We would never have guessed - as we gathered last year for what we knew, on whatever level each of us was able to really take it in, was our final Christmas as a “traditional” family, the last in our family home; most likely, we imagined, the last where we would all wake up under the same roof and sit, bleary-eyed in PJs and sweats, drinking coffee and hot chocolate, emptying stockings, ripping into presents - that we would find ourselves in a position to be sharing Christmas so intimately once again this year.

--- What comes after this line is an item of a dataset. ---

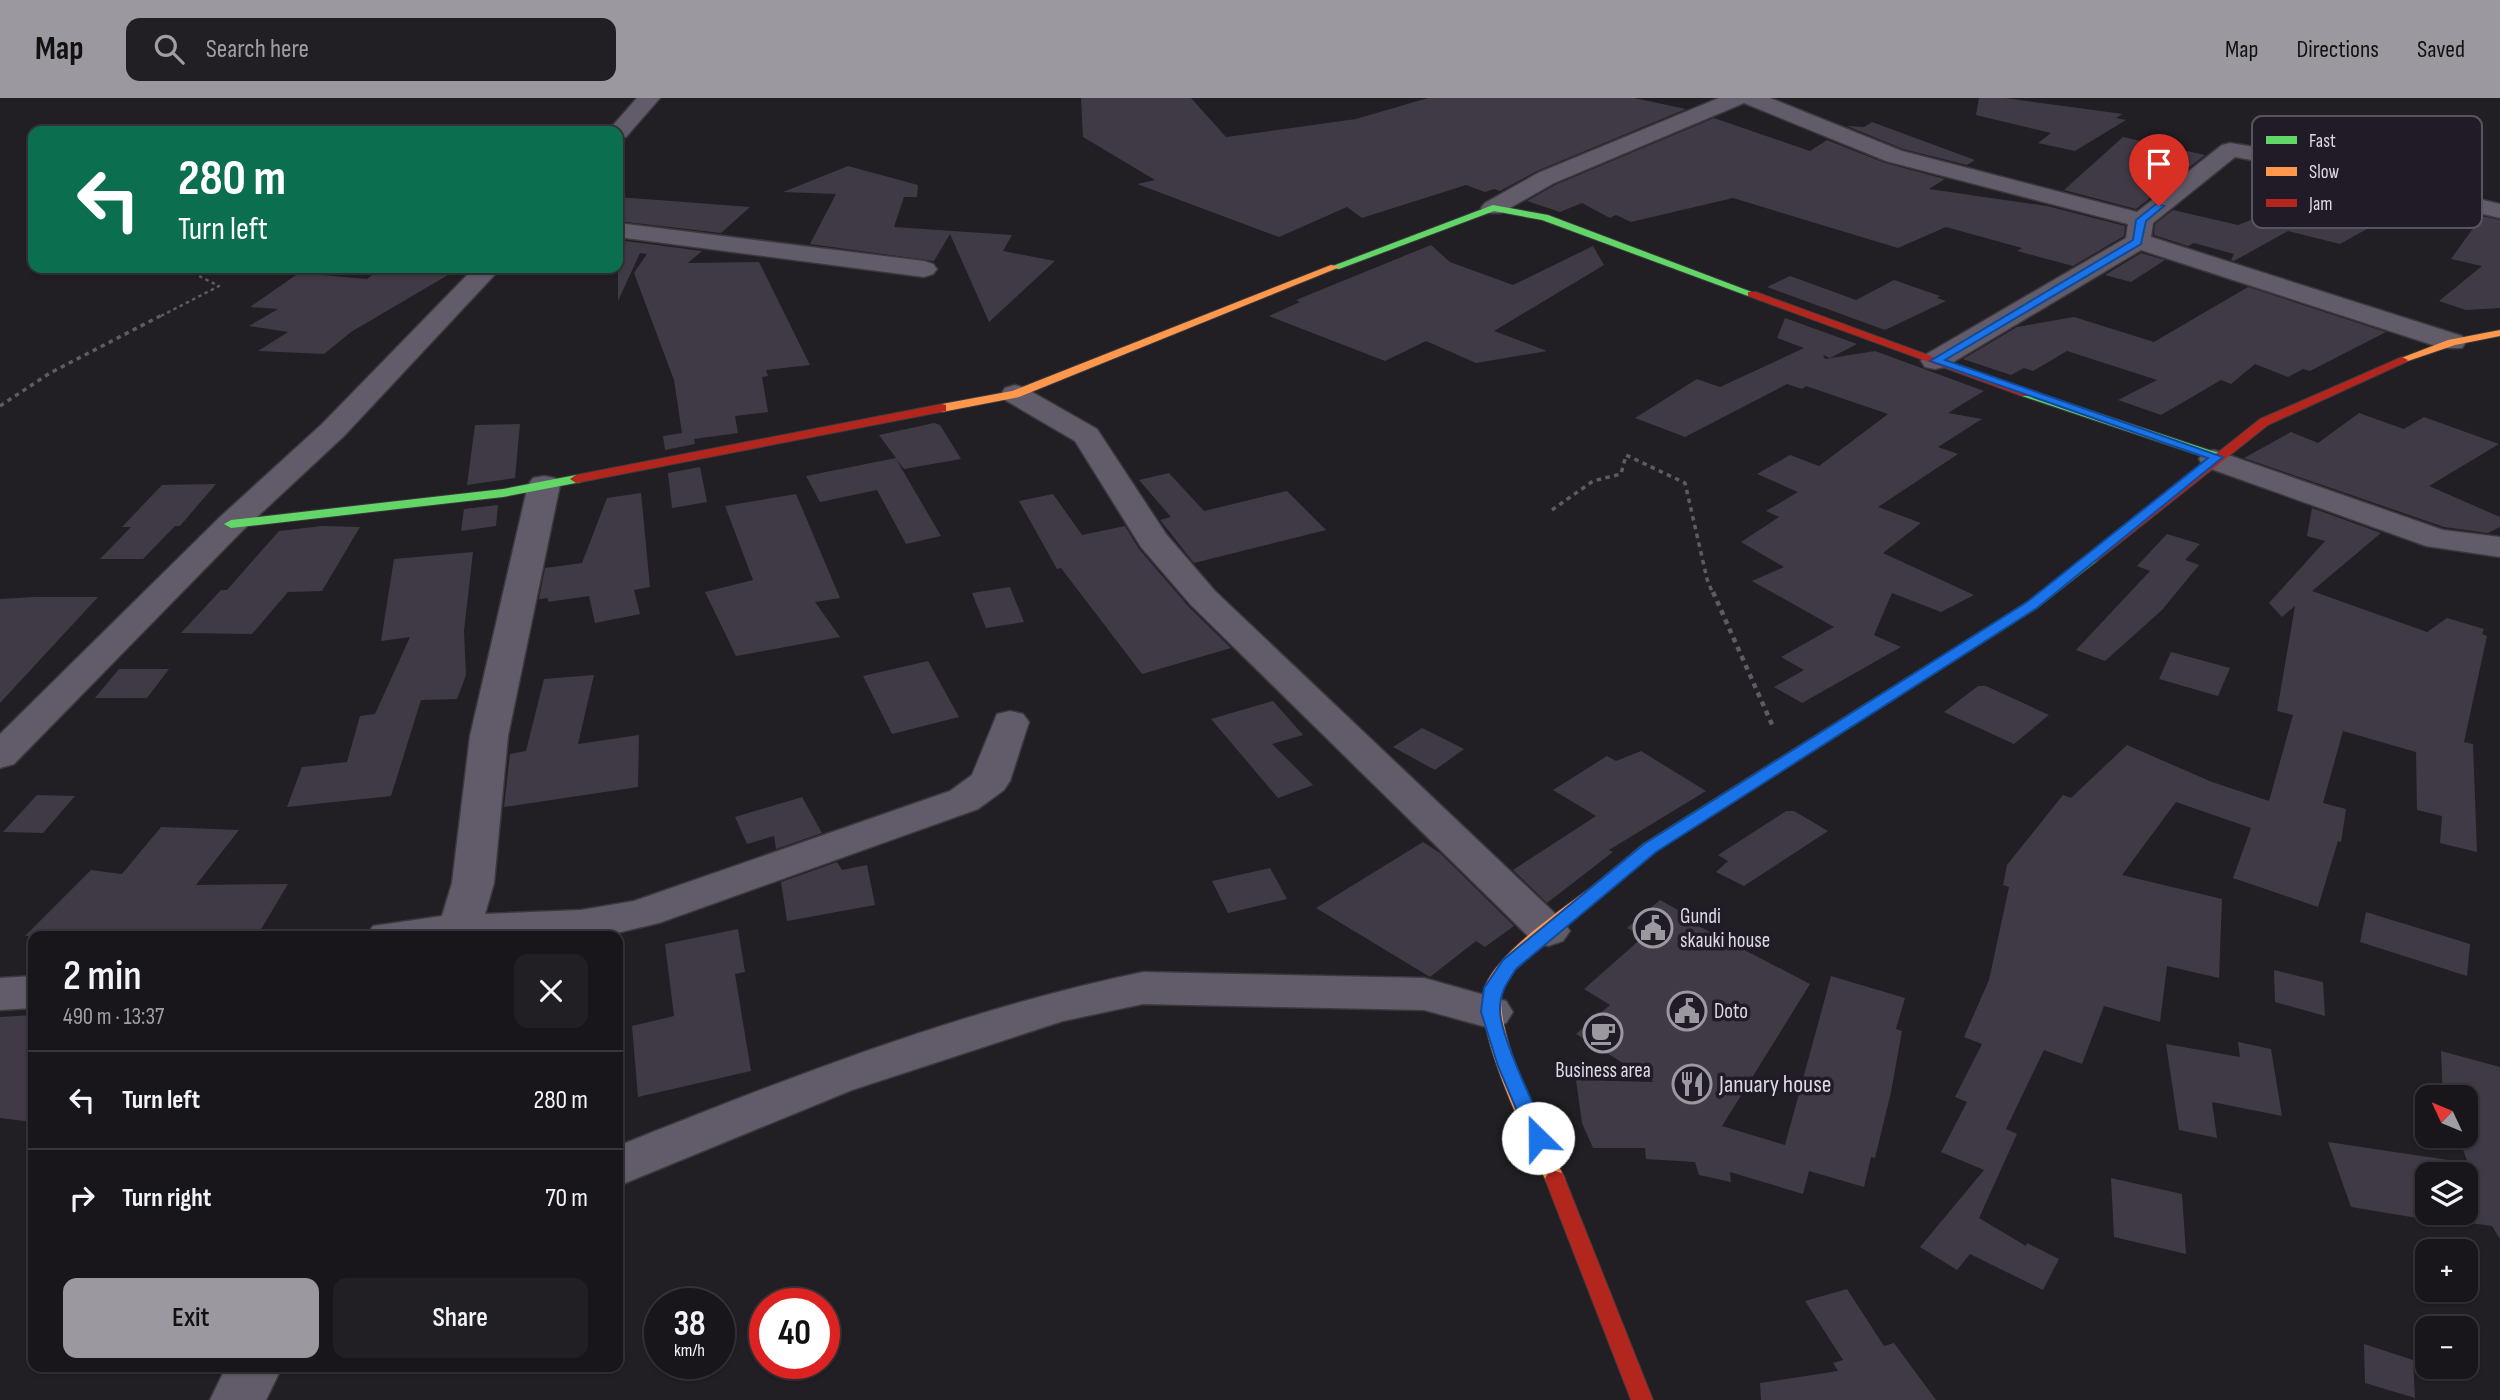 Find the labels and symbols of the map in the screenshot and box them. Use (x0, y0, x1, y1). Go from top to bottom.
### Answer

Our eldest daughter relocating with her boyfriend to the Seattle area last spring was a last straw for me. It was another piece of the dream shattered, and felt, at the time, like one loss, one huge change too many in way too short a time. And coming on top of everything else, sent me tumbling into a well of serious depression. I have heard many times over the years that in written Chinese, the character for crisis is the same as for opportunity. I have no idea if it’s actually true, and yet I do know that life can often times work exactly that way. It was my “crisis” of her moving away that led directly to me going to Moloka’i. It has also paved the way for being together in a new and different and very pleasurable way; “visiting” for days at a time, waking up again in the same space, sharing quiet conversation over morning coffee and tea, walking, shopping, eating together. Like when they were little except with the added bonus of her now being a grown woman, and the wholly new and rich way of connecting that that offers.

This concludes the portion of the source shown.